The Last Few Weeks
What can be done about safeguarding in the Church of England
Why Does the Church of England Struggle with Safeguarding?
The Church of England continues to face significant challenges in addressing safeguarding issues. Another historic case has recently undergone a learning review, and yet the same recurring problems emerge. The content of the Makin Review into the abusive activities of John Smyth—a particularly malevolent form of sado-Christianity—has escalated concerns, especially due to its links to the Archbishop of Canterbury. This raises critical questions: what did the Archbishop know, when did he know it, and what actions did he take? More disturbingly, did inaction allow Smyth to continue his abuse?
Baroness Berridge, a member of the House of Lords, posed a crucial question during a debate on social cohesion, where several peers tried to lever in questions about safeguarding in the Church: “Why is there no independent safeguarding board as there is for Parliament?” This question strikes at the heart of the matter—accountability.
There was a leak of a more recent letter from the archbishops which illustrates what I mean well. The letter seems to have put pressure on a more junior colleague to break the safeguarding rules so as to reinstate a former colleague to ministry. This individual, Lord Sentamu, had previously refused to accept a safeguarding judgement made against him. For most people in any public facing role the archbishops crossed a very well-marked boundary.

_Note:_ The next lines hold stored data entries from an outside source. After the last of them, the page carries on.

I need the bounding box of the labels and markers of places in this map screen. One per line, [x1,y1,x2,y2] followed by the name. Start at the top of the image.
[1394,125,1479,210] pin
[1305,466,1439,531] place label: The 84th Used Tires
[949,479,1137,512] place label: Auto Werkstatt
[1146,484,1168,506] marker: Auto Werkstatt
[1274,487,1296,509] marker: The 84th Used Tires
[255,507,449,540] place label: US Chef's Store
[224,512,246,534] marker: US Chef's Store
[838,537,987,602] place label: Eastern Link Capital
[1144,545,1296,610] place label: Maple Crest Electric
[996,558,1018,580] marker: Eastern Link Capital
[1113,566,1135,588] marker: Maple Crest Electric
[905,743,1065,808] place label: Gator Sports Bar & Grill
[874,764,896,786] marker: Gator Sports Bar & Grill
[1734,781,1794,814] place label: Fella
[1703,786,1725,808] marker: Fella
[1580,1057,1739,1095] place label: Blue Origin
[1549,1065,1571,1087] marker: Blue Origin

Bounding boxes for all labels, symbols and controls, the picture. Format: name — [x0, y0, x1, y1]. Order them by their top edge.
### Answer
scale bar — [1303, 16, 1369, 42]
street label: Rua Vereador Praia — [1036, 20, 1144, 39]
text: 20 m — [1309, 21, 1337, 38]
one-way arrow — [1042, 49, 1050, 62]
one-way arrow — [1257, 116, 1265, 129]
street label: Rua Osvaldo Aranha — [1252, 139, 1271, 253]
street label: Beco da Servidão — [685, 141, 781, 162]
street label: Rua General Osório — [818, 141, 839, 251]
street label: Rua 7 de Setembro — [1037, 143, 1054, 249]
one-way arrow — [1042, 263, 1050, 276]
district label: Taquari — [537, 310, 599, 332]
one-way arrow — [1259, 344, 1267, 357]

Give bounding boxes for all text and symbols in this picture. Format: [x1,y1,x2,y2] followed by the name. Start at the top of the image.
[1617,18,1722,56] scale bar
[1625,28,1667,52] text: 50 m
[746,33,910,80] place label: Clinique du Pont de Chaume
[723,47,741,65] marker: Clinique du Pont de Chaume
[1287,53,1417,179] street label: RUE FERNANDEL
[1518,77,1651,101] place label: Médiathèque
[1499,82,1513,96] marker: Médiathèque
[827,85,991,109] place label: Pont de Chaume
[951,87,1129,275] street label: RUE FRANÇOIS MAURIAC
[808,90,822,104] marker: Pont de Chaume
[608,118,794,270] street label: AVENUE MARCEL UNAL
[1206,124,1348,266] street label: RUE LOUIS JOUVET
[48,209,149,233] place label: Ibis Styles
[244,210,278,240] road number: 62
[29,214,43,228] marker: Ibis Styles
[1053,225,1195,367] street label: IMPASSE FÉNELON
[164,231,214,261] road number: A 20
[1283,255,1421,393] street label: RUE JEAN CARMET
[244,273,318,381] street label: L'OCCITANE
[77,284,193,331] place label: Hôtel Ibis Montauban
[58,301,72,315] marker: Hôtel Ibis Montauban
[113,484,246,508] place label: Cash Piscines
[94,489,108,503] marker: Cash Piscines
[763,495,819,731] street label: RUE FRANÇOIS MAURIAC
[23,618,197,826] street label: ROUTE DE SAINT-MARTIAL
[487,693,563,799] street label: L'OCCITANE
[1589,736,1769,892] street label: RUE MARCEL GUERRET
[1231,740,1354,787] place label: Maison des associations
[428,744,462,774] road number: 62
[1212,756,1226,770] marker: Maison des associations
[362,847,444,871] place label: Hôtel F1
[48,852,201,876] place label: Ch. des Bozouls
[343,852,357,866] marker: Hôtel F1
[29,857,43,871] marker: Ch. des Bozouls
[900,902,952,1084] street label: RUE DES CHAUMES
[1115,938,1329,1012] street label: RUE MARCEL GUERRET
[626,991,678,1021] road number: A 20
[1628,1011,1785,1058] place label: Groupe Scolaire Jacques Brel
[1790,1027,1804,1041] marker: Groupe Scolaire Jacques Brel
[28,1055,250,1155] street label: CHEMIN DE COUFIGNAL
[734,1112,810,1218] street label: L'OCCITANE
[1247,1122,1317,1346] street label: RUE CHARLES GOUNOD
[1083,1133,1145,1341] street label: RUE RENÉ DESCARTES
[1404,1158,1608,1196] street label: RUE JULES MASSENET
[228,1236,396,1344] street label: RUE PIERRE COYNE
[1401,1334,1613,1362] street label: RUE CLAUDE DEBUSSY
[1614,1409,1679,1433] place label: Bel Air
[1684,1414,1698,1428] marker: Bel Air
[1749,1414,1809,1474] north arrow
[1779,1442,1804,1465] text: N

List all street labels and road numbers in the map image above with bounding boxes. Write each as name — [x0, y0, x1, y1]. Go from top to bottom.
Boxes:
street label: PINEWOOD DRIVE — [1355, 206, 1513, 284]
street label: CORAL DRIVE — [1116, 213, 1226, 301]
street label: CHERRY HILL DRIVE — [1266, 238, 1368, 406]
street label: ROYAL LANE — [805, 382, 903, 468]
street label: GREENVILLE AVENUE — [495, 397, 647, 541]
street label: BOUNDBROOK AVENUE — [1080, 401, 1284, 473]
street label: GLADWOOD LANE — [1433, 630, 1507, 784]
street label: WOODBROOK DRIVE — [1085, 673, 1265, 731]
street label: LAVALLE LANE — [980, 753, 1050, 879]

Few will believe that that the bishop in question, the Bishop of Newcastle, was not coerced into a course of action she was hesitant to pursue. Given that the letter was written when both archbishops would have had sight of the Makin Review.. It was foolish, reckless and damaging. And Grade 1 meddling, yet they answer to no one.
What has gone wrong here? In most organisations, safeguarding generally functions well. Effective processes are in place, issues are reported, investigated, and adjudication decisions are made, which the institution then follows. When issues are more serious, they are appropriately reported to the authorities, with whom there is usually a strong relationship; the authorities provide advice and are generally supportive in all cases. Organisational leaders emphasise creating a positive culture where staff are appropriately inquisitive, if not suspicious, and safeguarding processes are transparent and open within the legal rules of confidentiality. Survivors are respected and included, and when willing, they contribute to ensuring that processes function well, with the organisation always taking seriously the principle of primum non nocere, first do no harm, ensuring that survivors are not re-traumatised. Effective systems also treat those who have abused with clarity and respect. Most organisations manage this well, with occasional hiccups; but for most, it has become part of the organisational furniture. Operational managers understand that deviating from the process makes them a safeguarding risk, and so the system creates its own momentum for rule following.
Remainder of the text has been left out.